Darum gehts
- Maria von Welser, 80, kämpft seit 2017 gegen Hirntumore, Zustand kritisch
- Nach Drainage 2025 ans Bett gefesselt, benötigt Rollstuhl und Pflege
- Fünf Operationen seit Diagnose 2017, weitere Eingriffe nicht geplant
Maria von Welser, einst bekannt als Moderatorin des ZDF-Frauenmagazins «ML Mona Lisa», ist schwer erkrankt und auf Pflege angewiesen. Seit 2017 kämpft die 80-Jährige gegen Hirntumore, doch ihr Zustand hat sich zuletzt drastisch verschlechtert. «Es sieht nicht gut aus. Maria ist ein bettlägeriger Pflegefall. Da oben ist leider eine Menge verloren gegangen. Das wird auch nicht mehr besser werden», erklärte ihr Ehemann Klaus Häusler gegenüber der «Bild».

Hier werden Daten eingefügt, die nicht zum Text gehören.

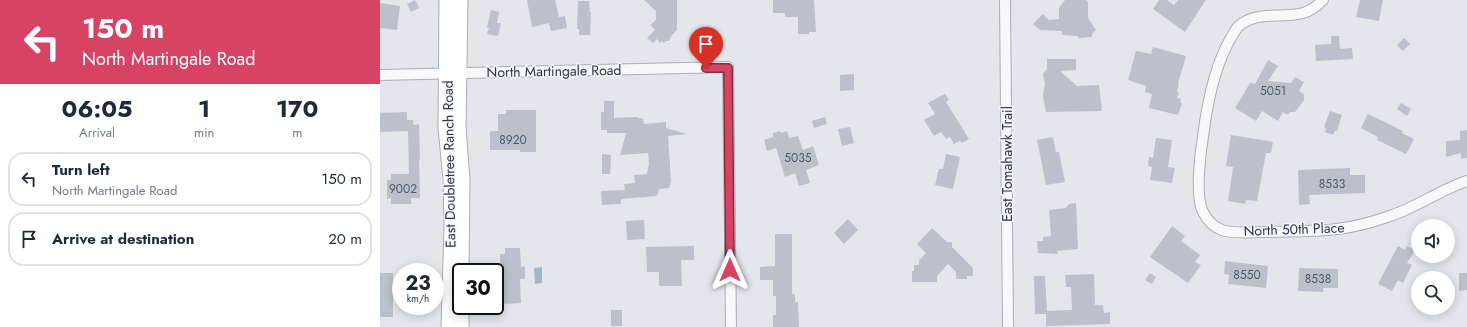 <!DOCTYPE html>
<style>
body{margin:0;font-family:Jost,sans-serif;background:#f2f2f3;color:#1f2937;height:100vh;display:flex;flex-direction:column;font-size:15px;white-space:nowrap}
*{box-sizing:border-box;margin:0}
p{font-size:13px;color:#747a83}
.icon{flex:none;width:22px;height:22px;fill:none;stroke:currentColor;stroke-width:2;stroke-linecap:round;stroke-linejoin:round}
.map{position:relative;flex:1;overflow:hidden}
.panel{display:flex;flex-direction:column;background:#fff;width:380px}
.panel>*{flex:none}
.hud{background:#d64365;color:#fff;overflow:hidden}
.buttons{position:absolute;left:1031px;top:219px;display:grid;gap:8px}
.buttons a{display:grid;place-items:center;width:44px;height:44px;border-radius:50%;background:#fff;box-shadow:0 2px 10px #0003;font-size:20px}
.speed{position:absolute;left:12px;top:263px;display:flex;gap:8px;font-size:20px;font-weight:700;text-align:center}
.speed>*{display:grid;place-content:center;width:52px;height:52px;border-radius:50%;background:#fff;box-shadow:0 2px 10px #0003;line-height:1}
.speed small{font-size:10px;font-weight:400}
.speed .limit{border:2px solid #111;border-radius:6px;background:#fff;color:#111}
.pin{position:absolute;display:grid;place-items:center;width:34px;height:34px;color:#fff;margin:-41px -17px;border-radius:50% 50% 50% 0;rotate:-45deg;box-shadow:0 0 4px #0007}
.pin .icon{rotate:45deg}
.me{position:absolute;width:44px;margin:-22px;rotate:0deg;stroke-linejoin:round;filter:drop-shadow(0 0 3px #0008)}
.turn{display:flex;align-items:center;gap:14px;height:84px;padding:0 16px;font-size:18px}
.turn .icon{width:52px;height:52px;stroke-width:2.5}
.turn b{display:block;font-size:28px;line-height:34px}
.eta{display:flex;justify-content:space-evenly;align-items:center;height:68px;text-align:center}
.eta b{font-size:24px;font-weight:700;line-height:28px}
ul{padding:0;list-style:none}
li{display:flex;align-items:center;gap:12px;height:54px;margin:0 8px 6px;padding:0 8px;border:2px solid #e0e1e3;border-radius:16px}
li div{flex:1}
li b{display:block;font-size:15px}
li em{font-style:normal}
main{display:flex;flex:1;min-height:0}
.map>svg:first-child{display:block}
</style>
<main>
<section class="panel">
<div class="hud">
<div class="turn"><svg class="icon" aria-label="left" viewBox="0 0 24 24"><path d="M17 20v-9H6M10 6l-5 5 5 5"/></svg><div><b>150 m</b>North Martingale Road</div></div>
</div>
<div class="eta">
<div><b>06:05</b><p>Arrival</p></div>
<div><b>1</b><p>min</p></div>
<div><b>170</b><p>m</p></div>
</div>
<ul>
<li><svg class="icon" aria-label="left" viewBox="0 0 24 24"><path d="M17 20v-9H6M10 6l-5 5 5 5"/></svg><div><b>Turn left</b><p>North Martingale Road</p></div><em>150 m</em></li>
<li><svg class="icon" aria-label="arrive" viewBox="0 0 24 24"><path d="M6 21V4h12l-3 4 3 4H6"/></svg><div><b>Arrive at destination</b></div><em>20 m</em></li>
</ul>
</section>
<div class="map">
<svg width="1087" height="327" viewBox="0 0 1087 327">
<rect width="100%" height="100%" fill="#e3e7ec"/>
<path fill="#9db8ce" d="M162 267V283L155 284 154 268Z"/>
<g fill="#bac1ca">
<path d="M35 0 39 8 31 12 27 4Z"/>
<path d="M147 0H175L179 17 185 16 187 28 171 31 169 23 152 27Z"/>
<path d="M264 0H297V30L291 36 289 41H286L284 43 282 41 280 43 277 39 273 43 267 38 275 30 270 25 276 20V11Z"/>
<path d="M393 0H434L436 32H429V34H418V17H405V13H393Z"/>
<path d="M685 0H706L708 2V18L716 30 712 34V37L699 38 698 36 682 35V31L660 30 653 24 663 14 669 20 679 19V8Z"/>
<path d="M779 0H787L794 5 798 0H826L805 32 773 9Z"/>
<path d="M980 0H1003L999 21 976 17Z"/>
<path d="M198 1H209L210 12H211L210 35H199V29H197V26Z"/>
<path d="M0 3 20 6 17 30 0 28Z"/>
<path d="M111 10 119 12 117 23H121L118 36 107 34 109 28H107Z"/>
<path d="M951 36H959L960 49 972 48 973 59 936 61 935 45 951 44Z"/>
<path d="M1024 38 1030 44 1023 51 1017 45Z"/>
<path d="M773 47 806 56 798 83H799L797 92 799 93 797 98 801 99 800 102 802 103 798 115 769 108 772 94 765 92 766 86 748 80 756 51 771 54Z"/>
<path d="M667 59H696V70L680 71 697 86 719 85 722 111 666 112 663 96 665 84 663 74 667 69Z"/>
<path d="M888 60 898 66 888 81 911 83 915 77 924 82 919 91 924 94V100L915 112H910L908 115 903 112 898 121 882 111 876 121 855 108 870 83 875 84Z"/>
<path d="M474 74V90L460 91V75Z"/>
<path d="M565 94 569 100 566 102 589 139 582 143 580 141 574 144 570 137 566 139 561 132 554 136 544 120 555 114 548 103Z"/>
<path d="M224 101H234V118L256 117 263 119 264 124 286 122V128L307 134 288 136 291 181 289 188 279 189 277 196 241 199V204L222 205 221 191 245 190 244 184 255 183 254 175 267 174 269 164 268 153 240 155 246 133H227V130H221V112H224Z"/>
<path d="M1021 103 1031 109 1027 116 1017 109Z"/>
<path d="M126 110H156V152H140V150H110V131H118V114H126Z"/>
<path d="M950 111 962 115 957 131H955L953 135 945 132 946 128 944 127Z"/>
<path d="M27 112V120H33L34 125 39 124 40 160H39L40 198H31V204H11V198L7 199V180H11V174H29L28 131 0 132V113Z"/>
<path d="M988 114 1023 131 1022 133 1034 139 1026 154 997 140 998 137 981 128Z"/>
<path d="M445 117 447 124 434 128 432 121Z"/>
<path d="M470 127 474 143 462 146 458 129Z"/>
<path d="M1087 130V158L1081 159V153L1066 157V141L1080 140V131Z"/>
<path d="M400 131 401 133 407 131 409 138 418 136 423 150 433 146 439 165 426 170 430 183 419 186 415 173 405 177 396 148 387 151 384 140 393 137V133Z"/>
<path d="M851 135 893 142 891 153H886L877 201 866 200 865 204 848 201 853 167 846 166Z"/>
<path d="M673 137 676 152H679L685 182 666 185 657 140Z"/>
<path d="M776 138 792 140 788 167 795 168 792 183 770 180 772 167 768 166 769 157 773 158Z"/>
<path d="M222 154 231 155 230 174H222Z"/>
<path d="M566 154 580 157 573 189 555 185 559 169H563Z"/>
<path d="M970 168V175H985V193L929 195 930 204 919 205 918 170Z"/>
<path d="M696 203 698 249 677 251 678 254 658 253 657 241H663V237L671 236 669 210 686 208 689 204Z"/>
<path d="M468 219 478 230 464 244 454 233Z"/>
<path d="M264 220 265 239 247 240 246 221Z"/>
<path d="M792 226 805 236 801 241 820 255 815 262 821 265 808 283 770 257Z"/>
<path d="M552 228 567 242H572V247L593 268V276H587V279H576V272L568 264 557 276V282H532V271H534V265H539V261L546 253 537 244Z"/>
<path d="M395 234H412V294H415V302H418L419 327H393V315H396V296H393V280H380V267L395 266Z"/>
<path d="M314 246V260H301L302 286H279V272H267L266 247Z"/>
<path d="M1018 246 1025 250 1027 246 1035 250 1027 263 1032 265 1023 283 1018 280 1012 291 998 284Z"/>
<path d="M125 248H140L141 267 145 266V279H140L141 303 121 304 120 254H125Z"/>
<path d="M845 261 888 266 886 288 848 284 849 275 844 274Z"/>
<path d="M919 268 958 269V288H943V292L918 291Z"/>
<rect x="0" y="273" width="13" height="44"/>
<path d="M770 273 776 277 772 284 765 280Z"/>
<path d="M1079 273H1087V290L1079 291Z"/>
<path d="M714 274 715 305H723L724 313 730 312V324L666 326V314H655L654 276H665L667 311 692 310 691 287H686L685 275Z"/>
<rect x="231" y="310" width="11" height="16"/>
</g>
<g fill="none" stroke-linecap="round" stroke-linejoin="round">
<g stroke="#a8aeb7" stroke-width="12">
<g id="minor">
<path d="M625 0 628 327"/>
<path d="M943 0C938 5 931 11 923 13 902 19 877 10 859 26 856 28 854 33 852 36 835 64 827 104 823 137 820 154 815 197 823 212 827 220 834 227 842 230 852 234 871 232 882 232 907 231 932 232 957 229 975 227 993 222 1010 216 1037 207 1060 190 1087 181"/>
<path d="M0 75 348 67 351 327"/>
</g>
</g>
<g stroke="#a8aeb7" stroke-width="17">
<g id="secondary">
<path d="M67 0 66 128 71 179 72 228 69 327"/>
<path d="M80 0 78 127 82 180 81 272"/>
<path d="M81 327V281"/>
</g>
</g>
<use href="#minor" stroke="#f6f8fa" stroke-width="10"/>
<use href="#secondary" stroke="#fff" stroke-width="15"/>
</g>
<g fill="none" stroke-linecap="round" stroke-linejoin="round">
<g stroke="#8b2c42" stroke-width="10">
<path id="route" d="M326 68H348L350 270"/>
</g>
<use href="#route" stroke="#d64365" stroke-width="7"/>
</g>
<g text-anchor="middle" stroke-width="3" stroke-linejoin="round" paint-order="stroke">
<g font-size="12" fill="#4e5966">
<text x="893" y="95">5051</text>
<text x="133" y="144">8920</text>
<text x="418" y="162">5035</text>
<text x="952" y="188">8533</text>
<text x="23" y="193">9002</text>
<text x="867" y="279">8550</text>
<text x="938" y="283">8538</text>
</g>
<g font-size="14" fill="#2a3645" stroke="#f3f6f9">
<text transform="translate(174 71) rotate(-1)" y="5">North Martingale Road</text>
<text transform="translate(69 164) rotate(-91)" y="5">East Doubletree Ranch Road</text>
<text transform="translate(627 164) rotate(-90)" y="5">East Tomahawk Trail</text>
<text transform="translate(914 229) rotate(-2)" y="5">North 50th Place</text>
</g>
</g>
</svg>
<div class="buttons">
<a><svg class="icon" aria-label="sound" viewBox="0 0 24 24"><path d="M4 9h4l5-4v14l-5-4H4zM17 9q2 3 0 6"/></svg></a>
<a><svg class="icon" aria-label="search" viewBox="0 0 24 24"><circle cx="10" cy="10" r="6"/><path d="M15 15l6 6"/></svg></a>
</div>
<div class="speed"><div>23<small>km/h</small></div><div class="limit">30</div></div>
<div class="pin" style="left:326px;top:68px;background:#d93025"><svg class="icon" aria-label="arrive" viewBox="0 0 24 24"><path d="M6 21V4h12l-3 4 3 4H6"/></svg></div>
<svg class="me" style="left:350px;top:270px" viewBox="-20 -20 40 40"><path d="M0-17L14 15 0 8-14 15z" fill="#d64365" stroke="#fff" stroke-width="4"/></svg>
</div>
</main>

Besonders tragisch: Nach einer Hirn-Drainage im Jahr 2025, die eigentlich Erleichterung bringen sollte, ist die TV-Journalistin nicht mehr in der Lage, ihr Bett ohne Hilfe zu verlassen. Sie benötigt einen Rollstuhl und muss gefüttert werden. «Maria erkennt mich noch, aber wenn sie spricht, ist sie schwer zu verstehen. Und auf Fragen bekomme ich Antworten, die sinnentfremdet sind», beschreibt Häusler die Situation. Die beiden sind seit 1994 verheiratet.
«Wir hoffen auf ein Wunder»
Trotz der schweren Zeiten stehe er seiner Frau treu zur Seite: «Wir haben uns versprochen, in guten wie in schlechten Zeiten zusammenzubleiben. Jetzt sind die schlechten Zeiten. Ich habe ihr versprochen, bis zum Schluss bei ihr zu bleiben. Meine grosse Stütze dabei ist unsere Liebe. [...] Ich liebe diese Frau heiss und innig. Es tut mir im Herzen weh, dass ich ihr nicht helfen kann.»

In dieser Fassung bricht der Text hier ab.